* _Problem to work on_:
Restate the listing below word for word.

(Data to examine Opens)

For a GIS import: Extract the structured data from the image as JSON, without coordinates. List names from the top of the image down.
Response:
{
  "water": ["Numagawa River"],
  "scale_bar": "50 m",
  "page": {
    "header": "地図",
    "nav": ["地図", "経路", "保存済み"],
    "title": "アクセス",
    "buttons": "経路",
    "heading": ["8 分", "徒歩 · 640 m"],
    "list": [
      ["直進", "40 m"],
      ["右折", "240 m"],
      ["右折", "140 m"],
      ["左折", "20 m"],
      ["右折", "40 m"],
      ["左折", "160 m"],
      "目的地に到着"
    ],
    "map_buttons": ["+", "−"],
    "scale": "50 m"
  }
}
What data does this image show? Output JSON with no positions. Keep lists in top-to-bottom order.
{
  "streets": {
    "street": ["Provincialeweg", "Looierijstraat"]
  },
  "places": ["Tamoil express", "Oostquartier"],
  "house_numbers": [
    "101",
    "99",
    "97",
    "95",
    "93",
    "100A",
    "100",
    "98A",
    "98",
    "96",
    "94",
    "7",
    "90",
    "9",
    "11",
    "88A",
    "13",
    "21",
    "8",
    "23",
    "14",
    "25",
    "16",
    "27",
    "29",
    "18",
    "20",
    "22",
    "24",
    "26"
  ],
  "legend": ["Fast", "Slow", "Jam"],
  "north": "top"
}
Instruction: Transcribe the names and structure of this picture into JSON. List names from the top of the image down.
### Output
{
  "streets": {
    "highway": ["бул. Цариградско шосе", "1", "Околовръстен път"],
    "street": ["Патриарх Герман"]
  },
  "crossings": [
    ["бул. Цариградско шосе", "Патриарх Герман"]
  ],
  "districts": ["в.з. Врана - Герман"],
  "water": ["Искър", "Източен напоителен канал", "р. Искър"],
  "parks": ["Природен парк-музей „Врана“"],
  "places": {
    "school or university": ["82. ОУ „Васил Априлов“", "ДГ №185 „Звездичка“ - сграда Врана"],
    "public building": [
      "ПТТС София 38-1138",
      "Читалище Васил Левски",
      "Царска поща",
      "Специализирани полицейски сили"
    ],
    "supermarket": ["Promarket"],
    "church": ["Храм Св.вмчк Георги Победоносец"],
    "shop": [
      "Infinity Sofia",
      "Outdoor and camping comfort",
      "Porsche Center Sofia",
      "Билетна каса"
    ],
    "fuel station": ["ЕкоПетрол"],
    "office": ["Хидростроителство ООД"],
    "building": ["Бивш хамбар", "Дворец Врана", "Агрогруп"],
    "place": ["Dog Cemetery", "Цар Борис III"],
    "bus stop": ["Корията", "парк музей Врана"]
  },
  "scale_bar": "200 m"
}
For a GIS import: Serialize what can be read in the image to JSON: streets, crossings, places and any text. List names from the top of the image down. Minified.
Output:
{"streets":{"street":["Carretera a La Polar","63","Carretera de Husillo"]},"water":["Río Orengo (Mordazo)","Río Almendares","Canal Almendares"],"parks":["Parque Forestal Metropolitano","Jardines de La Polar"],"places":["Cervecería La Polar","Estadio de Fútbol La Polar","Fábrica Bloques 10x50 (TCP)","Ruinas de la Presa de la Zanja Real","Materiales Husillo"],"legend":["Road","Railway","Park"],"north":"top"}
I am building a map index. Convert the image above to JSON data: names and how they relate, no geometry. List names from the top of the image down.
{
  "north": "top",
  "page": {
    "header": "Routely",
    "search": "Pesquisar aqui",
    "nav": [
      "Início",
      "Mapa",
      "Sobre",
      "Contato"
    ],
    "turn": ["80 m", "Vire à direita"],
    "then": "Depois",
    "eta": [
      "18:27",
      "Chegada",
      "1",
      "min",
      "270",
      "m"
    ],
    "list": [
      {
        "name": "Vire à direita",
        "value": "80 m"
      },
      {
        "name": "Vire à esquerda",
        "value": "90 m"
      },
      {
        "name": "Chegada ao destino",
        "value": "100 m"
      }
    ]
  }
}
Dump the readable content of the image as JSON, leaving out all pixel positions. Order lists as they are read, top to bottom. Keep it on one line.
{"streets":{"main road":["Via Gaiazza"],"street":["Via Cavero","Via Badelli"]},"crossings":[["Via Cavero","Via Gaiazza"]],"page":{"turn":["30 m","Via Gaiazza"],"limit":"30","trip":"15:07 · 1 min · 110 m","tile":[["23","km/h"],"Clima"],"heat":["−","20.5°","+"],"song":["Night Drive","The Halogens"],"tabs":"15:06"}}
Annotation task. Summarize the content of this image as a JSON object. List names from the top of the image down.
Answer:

(Data to examine Closes)

* _Result of this exercise_:
For a GIS import: Extract the structured data from the image as JSON, without coordinates. List names from the top of the image down.
Response:
{
  "water": ["Numagawa River"],
  "scale_bar": "50 m",
  "page": {
    "header": "地図",
    "nav": ["地図", "経路", "保存済み"],
    "title": "アクセス",
    "buttons": "経路",
    "heading": ["8 分", "徒歩 · 640 m"],
    "list": [
      ["直進", "40 m"],
      ["右折", "240 m"],
      ["右折", "140 m"],
      ["左折", "20 m"],
      ["右折", "40 m"],
      ["左折", "160 m"],
      "目的地に到着"
    ],
    "map_buttons": ["+", "−"],
    "scale": "50 m"
  }
}
What data does this image show? Output JSON with no positions. Keep lists in top-to-bottom order.
{
  "streets": {
    "street": ["Provincialeweg", "Looierijstraat"]
  },
  "places": ["Tamoil express", "Oostquartier"],
  "house_numbers": [
    "101",
    "99",
    "97",
    "95",
    "93",
    "100A",
    "100",
    "98A",
    "98",
    "96",
    "94",
    "7",
    "90",
    "9",
    "11",
    "88A",
    "13",
    "21",
    "8",
    "23",
    "14",
    "25",
    "16",
    "27",
    "29",
    "18",
    "20",
    "22",
    "24",
    "26"
  ],
  "legend": ["Fast", "Slow", "Jam"],
  "north": "top"
}
Instruction: Transcribe the names and structure of this picture into JSON. List names from the top of the image down.
### Output
{
  "streets": {
    "highway": ["бул. Цариградско шосе", "1", "Околовръстен път"],
    "street": ["Патриарх Герман"]
  },
  "crossings": [
    ["бул. Цариградско шосе", "Патриарх Герман"]
  ],
  "districts": ["в.з. Врана - Герман"],
  "water": ["Искър", "Източен напоителен канал", "р. Искър"],
  "parks": ["Природен парк-музей „Врана“"],
  "places": {
    "school or university": ["82. ОУ „Васил Априлов“", "ДГ №185 „Звездичка“ - сграда Врана"],
    "public building": [
      "ПТТС София 38-1138",
      "Читалище Васил Левски",
      "Царска поща",
      "Специализирани полицейски сили"
    ],
    "supermarket": ["Promarket"],
    "church": ["Храм Св.вмчк Георги Победоносец"],
    "shop": [
      "Infinity Sofia",
      "Outdoor and camping comfort",
      "Porsche Center Sofia",
      "Билетна каса"
    ],
    "fuel station": ["ЕкоПетрол"],
    "office": ["Хидростроителство ООД"],
    "building": ["Бивш хамбар", "Дворец Врана", "Агрогруп"],
    "place": ["Dog Cemetery", "Цар Борис III"],
    "bus stop": ["Корията", "парк музей Врана"]
  },
  "scale_bar": "200 m"
}
For a GIS import: Serialize what can be read in the image to JSON: streets, crossings, places and any text. List names from the top of the image down. Minified.
Output:
{"streets":{"street":["Carretera a La Polar","63","Carretera de Husillo"]},"water":["Río Orengo (Mordazo)","Río Almendares","Canal Almendares"],"parks":["Parque Forestal Metropolitano","Jardines de La Polar"],"places":["Cervecería La Polar","Estadio de Fútbol La Polar","Fábrica Bloques 10x50 (TCP)","Ruinas de la Presa de la Zanja Real","Materiales Husillo"],"legend":["Road","Railway","Park"],"north":"top"}
I am building a map index. Convert the image above to JSON data: names and how they relate, no geometry. List names from the top of the image down.
{
  "north": "top",
  "page": {
    "header": "Routely",
    "search": "Pesquisar aqui",
    "nav": [
      "Início",
      "Mapa",
      "Sobre",
      "Contato"
    ],
    "turn": ["80 m", "Vire à direita"],
    "then": "Depois",
    "eta": [
      "18:27",
      "Chegada",
      "1",
      "min",
      "270",
      "m"
    ],
    "list": [
      {
        "name": "Vire à direita",
        "value": "80 m"
      },
      {
        "name": "Vire à esquerda",
        "value": "90 m"
      },
      {
        "name": "Chegada ao destino",
        "value": "100 m"
      }
    ]
  }
}
Dump the readable content of the image as JSON, leaving out all pixel positions. Order lists as they are read, top to bottom. Keep it on one line.
{"streets":{"main road":["Via Gaiazza"],"street":["Via Cavero","Via Badelli"]},"crossings":[["Via Cavero","Via Gaiazza"]],"page":{"turn":["30 m","Via Gaiazza"],"limit":"30","trip":"15:07 · 1 min · 110 m","tile":[["23","km/h"],"Clima"],"heat":["−","20.5°","+"],"song":["Night Drive","The Halogens"],"tabs":"15:06"}}
Annotation task. Summarize the content of this image as a JSON object. List names from the top of the image down.
Answer:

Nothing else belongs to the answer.